## Problem
Would you retype the entries from the first line to the line bearing "--surface:#143b6b; --page:#1d4271; --text:#f1f3f6;", both included, leaving out every picture?

==== Material for the task ====

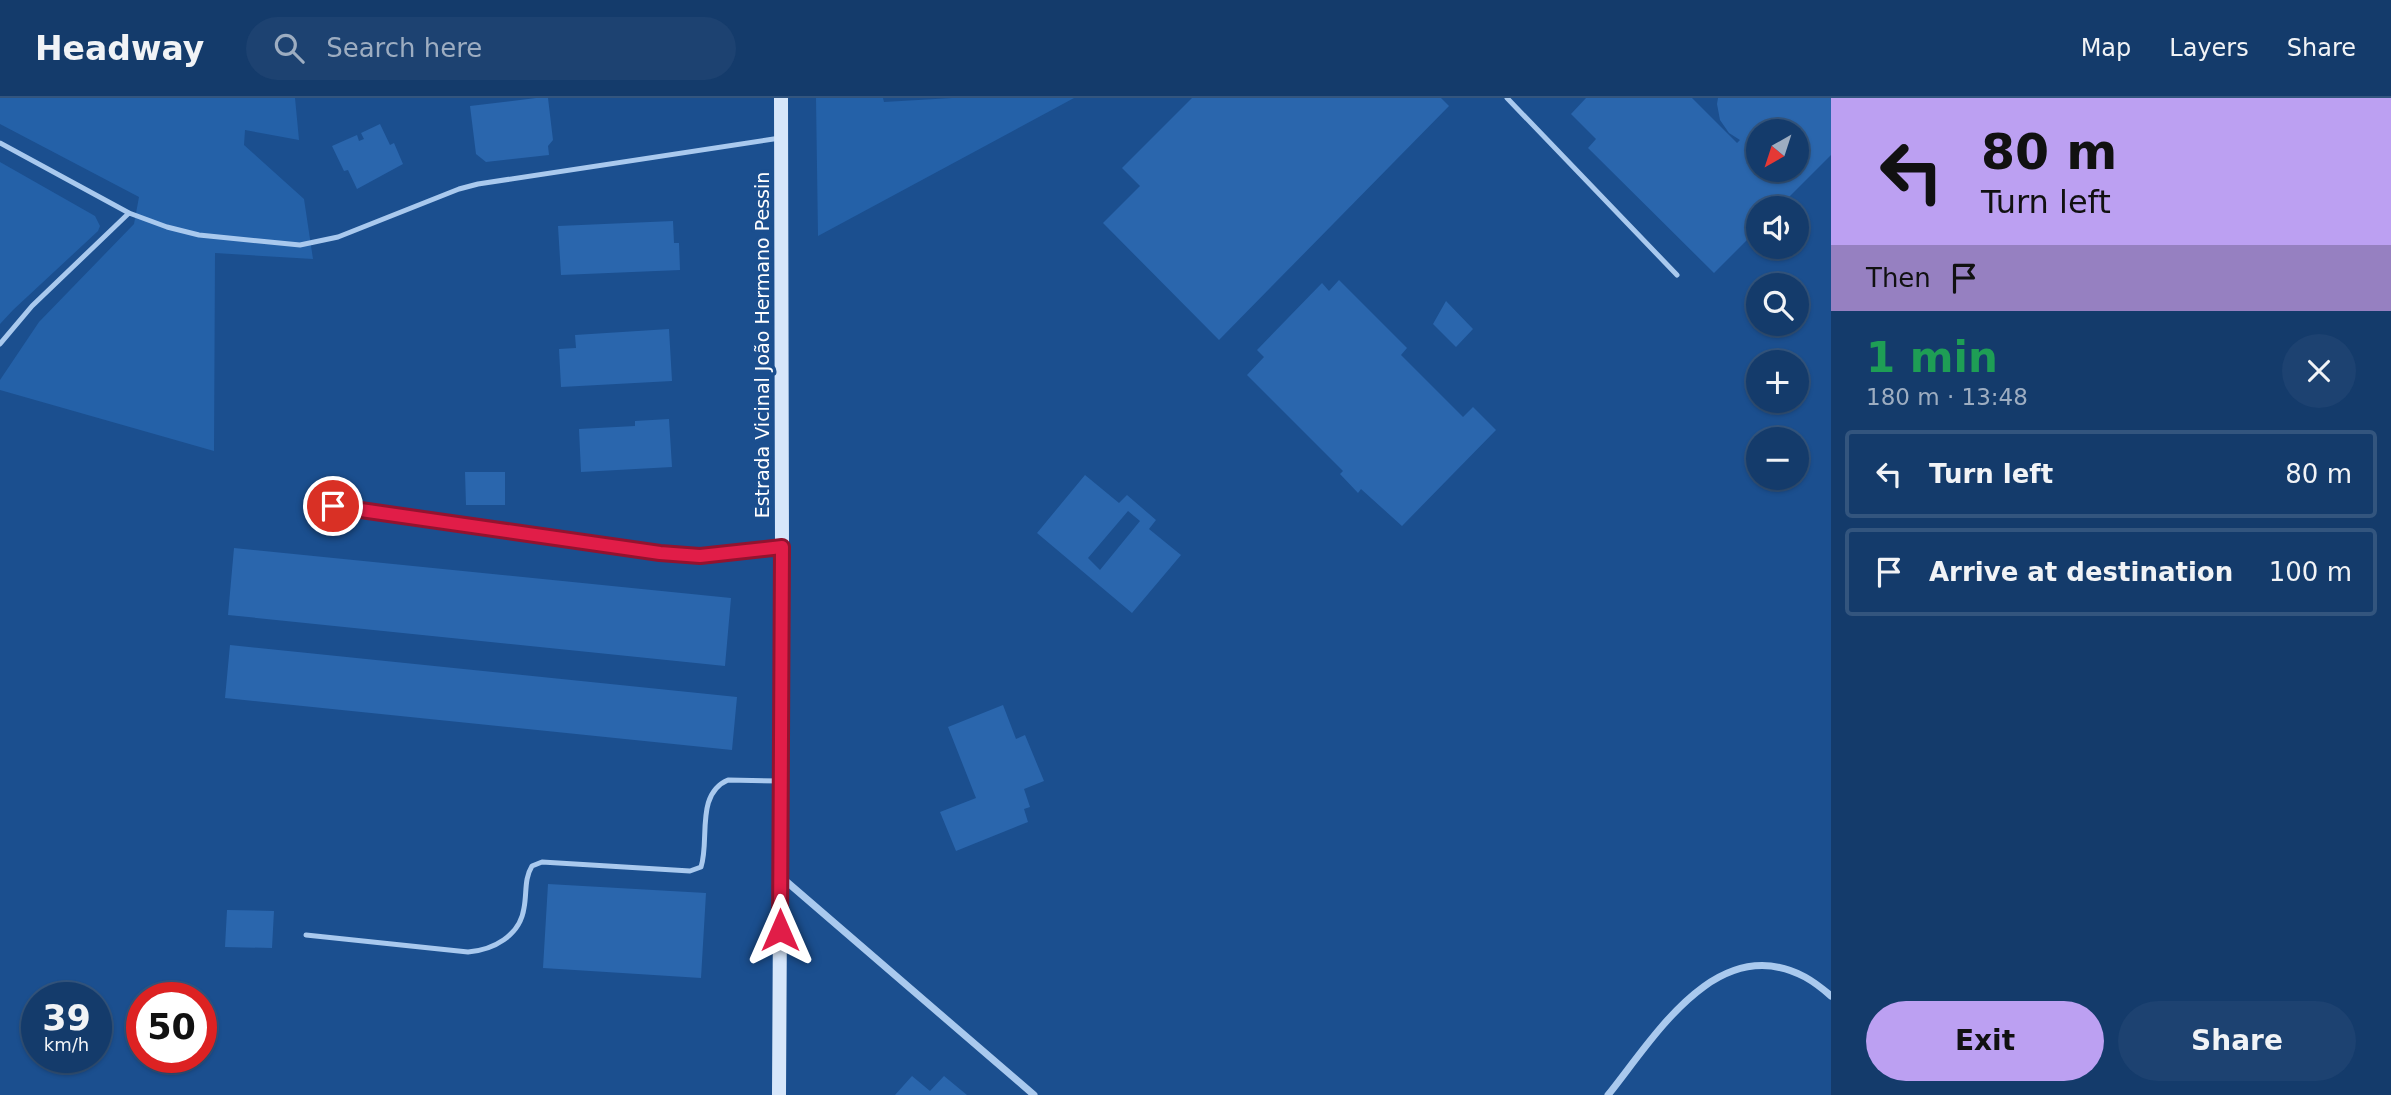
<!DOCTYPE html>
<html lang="en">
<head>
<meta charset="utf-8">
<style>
	:root { --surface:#143b6b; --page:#1d4271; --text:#f1f3f6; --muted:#9dadc1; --line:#33557e; --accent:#bca0f2 }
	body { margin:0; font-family:"DejaVu Sans",sans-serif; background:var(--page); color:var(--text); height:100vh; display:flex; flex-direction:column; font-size:26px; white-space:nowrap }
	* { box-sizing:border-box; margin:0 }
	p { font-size:23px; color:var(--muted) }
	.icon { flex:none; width:38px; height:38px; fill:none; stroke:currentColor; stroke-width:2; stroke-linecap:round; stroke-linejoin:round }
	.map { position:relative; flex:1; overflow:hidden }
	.details { display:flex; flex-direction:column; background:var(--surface); width:560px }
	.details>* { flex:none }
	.top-card { background:#bca0f2; color:#111; overflow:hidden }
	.needle { width:46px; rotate:219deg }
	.controls { position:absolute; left:1746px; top:21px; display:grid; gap:14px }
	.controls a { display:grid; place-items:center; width:63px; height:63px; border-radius:50%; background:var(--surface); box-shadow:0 2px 5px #0004,0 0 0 2px var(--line); font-size:35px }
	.speed { position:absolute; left:21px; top:884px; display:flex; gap:14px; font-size:35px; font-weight:700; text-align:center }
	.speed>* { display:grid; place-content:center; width:91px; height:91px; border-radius:50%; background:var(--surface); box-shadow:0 2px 5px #0004,0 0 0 2px var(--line); line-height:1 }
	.speed small { font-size:18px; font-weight:400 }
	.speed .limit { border:10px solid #d22; background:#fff; color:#111 }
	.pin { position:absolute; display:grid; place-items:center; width:60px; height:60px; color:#fff; margin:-30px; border:4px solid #fff; border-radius:50%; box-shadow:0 2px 7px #0007 }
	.me { position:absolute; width:77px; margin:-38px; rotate:0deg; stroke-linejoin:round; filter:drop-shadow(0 0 5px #0008) }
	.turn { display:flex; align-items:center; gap:24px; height:147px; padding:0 35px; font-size:32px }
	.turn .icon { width:91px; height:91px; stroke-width:2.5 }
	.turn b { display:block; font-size:49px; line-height:60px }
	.then { display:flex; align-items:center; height:66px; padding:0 35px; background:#0003; gap:14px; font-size:26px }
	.round { display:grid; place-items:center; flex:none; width:74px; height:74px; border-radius:37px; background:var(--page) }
	.head { display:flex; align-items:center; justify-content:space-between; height:119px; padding:0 35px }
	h1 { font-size:42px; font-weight:600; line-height:52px; color:#1e9e55 }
	.button { display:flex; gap:14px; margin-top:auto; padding:14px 35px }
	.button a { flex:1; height:80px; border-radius:42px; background:var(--accent); color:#111; font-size:28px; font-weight:600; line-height:80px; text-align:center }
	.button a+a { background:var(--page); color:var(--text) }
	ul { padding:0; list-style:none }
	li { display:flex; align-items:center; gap:21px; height:88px; margin:0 14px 10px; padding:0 21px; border:4px solid var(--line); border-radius:7px }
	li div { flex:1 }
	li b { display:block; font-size:26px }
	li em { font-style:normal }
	header { display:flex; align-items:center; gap:42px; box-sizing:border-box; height:98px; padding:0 35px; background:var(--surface); border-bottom:2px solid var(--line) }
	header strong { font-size:33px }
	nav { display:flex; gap:38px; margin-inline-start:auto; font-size:24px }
	.search { width:490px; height:63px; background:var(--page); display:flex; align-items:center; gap:18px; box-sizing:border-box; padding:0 24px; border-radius:38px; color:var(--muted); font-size:26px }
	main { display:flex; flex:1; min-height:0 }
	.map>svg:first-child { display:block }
	.green { fill:#2461a8 }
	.building { fill:#2a66ad; fill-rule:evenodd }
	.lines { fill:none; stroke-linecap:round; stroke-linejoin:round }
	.lane { stroke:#a9c9ee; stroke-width:5 }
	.street { stroke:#a9c9ee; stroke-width:7 }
	.secondary { stroke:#d6e6fa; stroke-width:14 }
	.route-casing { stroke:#92132f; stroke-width:18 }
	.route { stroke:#e11d48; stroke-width:12 }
	.labels { text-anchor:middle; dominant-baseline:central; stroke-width:7; stroke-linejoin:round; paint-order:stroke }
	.street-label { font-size:19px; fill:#fff; stroke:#1b4f8f }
</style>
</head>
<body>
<header>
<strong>Headway</strong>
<div class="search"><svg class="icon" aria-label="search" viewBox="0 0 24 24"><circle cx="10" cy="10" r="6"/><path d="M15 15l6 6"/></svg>Search here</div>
<nav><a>Map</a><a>Layers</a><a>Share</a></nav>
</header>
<main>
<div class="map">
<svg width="1831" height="997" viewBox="0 0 1831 997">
	<rect width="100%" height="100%" fill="#1b4f8f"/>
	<path class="green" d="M0 0H295L299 42 245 32 244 47 304 101 313 161 215 155 214 353 0 292V282L39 224 134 126 139 99 0 26Z
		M816 0H883L884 4 952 0H1074L818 138Z
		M0 64 95 118 100 128 98 133 13 212 0 226Z"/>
	<path class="building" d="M536 0H548L553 42 548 48 549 57 486 64 476 56 470 8Z
		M1192 0H1441L1449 8 1219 242 1103 125 1140 88 1122 70Z
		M1586 0H1692L1737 45 1740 42 1729 35 1720 22 1717 6 1718 0H1831V57L1778 110H1759V130L1714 175 1588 50 1596 41 1571 16ZM1759 33H1797V72H1759Z
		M380 26 390 47 394 45 403 66 357 91 348 72 344 73 332 48 357 37 359 43 364 41 361 35Z
		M673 123 674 145H679L680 172 561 177 558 128Z
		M1339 182 1407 250 1401 257 1463 319 1473 309 1496 332 1402 428 1361 391 1358 395 1340 376 1343 373 1247 277 1264 259 1257 252 1322 185 1329 193Z
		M1446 203 1473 231 1456 249 1433 226Z
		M669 231 672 283 561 289 559 251 576 250 575 237Z
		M669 321 672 369 581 374 579 331 635 328V323Z
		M465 374H505V407H466Z
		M1085 377 1119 405 1127 397 1156 422 1149 431 1181 457 1132 515 1037 435ZM1128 413 1140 423 1100 472 1088 460Z
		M234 450 731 500 725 568 228 517Z
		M230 547 737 599 732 652 225 600Z
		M1003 607 1016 641 1025 637 1044 683 1024 691 1030 709 1024 711 1028 724 956 753 940 714 976 700 948 629Z
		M548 786 706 795 701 880 543 870Z
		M227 812 274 813 272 850 225 849Z
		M912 978 930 993 944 978 967 997H895Z"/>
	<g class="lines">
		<path class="lane" d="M1507 0 1677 177
			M0 45 129 115 167 129 199 137 300 147 338 139 459 91 478 86 780 40
			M0 246 32 208 129 115
			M333 408 660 455 700 458 782 449
			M306 837 468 854C493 852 520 838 524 810 527 795 524 781 532 768L542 764 690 773 701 769C710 742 695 696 728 682L780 683"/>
		<path class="street" d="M780 778 1034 997
			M1608 997C1654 940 1717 832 1805 879 1814 884 1823 891 1831 898"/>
		<path class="secondary" d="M779 997 782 449 781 0"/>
	</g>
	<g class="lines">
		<defs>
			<path id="route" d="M333 408 660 455 700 458 782 449 780 832"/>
		</defs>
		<use href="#route" class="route-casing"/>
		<use href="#route" class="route"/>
	</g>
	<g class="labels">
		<g class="street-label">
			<text transform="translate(762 247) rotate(-90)">Estrada Vicinal João Hermano Pessin</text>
		</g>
	</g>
</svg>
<div class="controls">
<a><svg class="needle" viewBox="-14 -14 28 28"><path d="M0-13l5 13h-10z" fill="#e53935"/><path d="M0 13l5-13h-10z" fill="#9dadc1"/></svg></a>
<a><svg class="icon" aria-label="sound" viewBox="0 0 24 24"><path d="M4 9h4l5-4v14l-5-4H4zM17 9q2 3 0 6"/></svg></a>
<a><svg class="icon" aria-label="search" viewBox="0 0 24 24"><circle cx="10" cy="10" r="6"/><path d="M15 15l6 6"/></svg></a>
<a>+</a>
<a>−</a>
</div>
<div class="speed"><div>39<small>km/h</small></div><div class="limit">50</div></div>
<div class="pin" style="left:333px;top:408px;background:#d93025"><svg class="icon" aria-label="arrive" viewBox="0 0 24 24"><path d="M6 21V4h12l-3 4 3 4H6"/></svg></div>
<svg class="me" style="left:780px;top:832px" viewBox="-20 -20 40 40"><path d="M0-17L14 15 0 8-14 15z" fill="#e11d48" stroke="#fff" stroke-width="4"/></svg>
</div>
<section class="details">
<div class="top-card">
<div class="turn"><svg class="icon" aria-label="left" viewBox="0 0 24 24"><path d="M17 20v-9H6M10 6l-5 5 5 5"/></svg><div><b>80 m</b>Turn left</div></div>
<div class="then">Then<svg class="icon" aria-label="arrive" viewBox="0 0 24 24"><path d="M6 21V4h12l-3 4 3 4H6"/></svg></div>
</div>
<div class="head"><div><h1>1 min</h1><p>180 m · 13:48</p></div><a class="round"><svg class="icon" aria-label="close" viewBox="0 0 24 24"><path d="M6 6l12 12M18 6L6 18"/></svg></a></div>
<ul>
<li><svg class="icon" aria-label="left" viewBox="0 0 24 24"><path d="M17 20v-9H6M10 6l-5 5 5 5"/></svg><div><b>Turn left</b></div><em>80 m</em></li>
<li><svg class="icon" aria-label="arrive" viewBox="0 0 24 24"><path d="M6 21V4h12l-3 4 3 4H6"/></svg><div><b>Arrive at destination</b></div><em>100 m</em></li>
</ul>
<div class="button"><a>Exit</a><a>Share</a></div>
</section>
</main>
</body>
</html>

====

## Worked solution
<!DOCTYPE html>
<html lang="en">
<head>
<meta charset="utf-8">
<style>
	:root { --surface:#143b6b; --page:#1d4271; --text:#f1f3f6; --muted:#9dadc1; --line:#33557e; --accent:#bca0f2 }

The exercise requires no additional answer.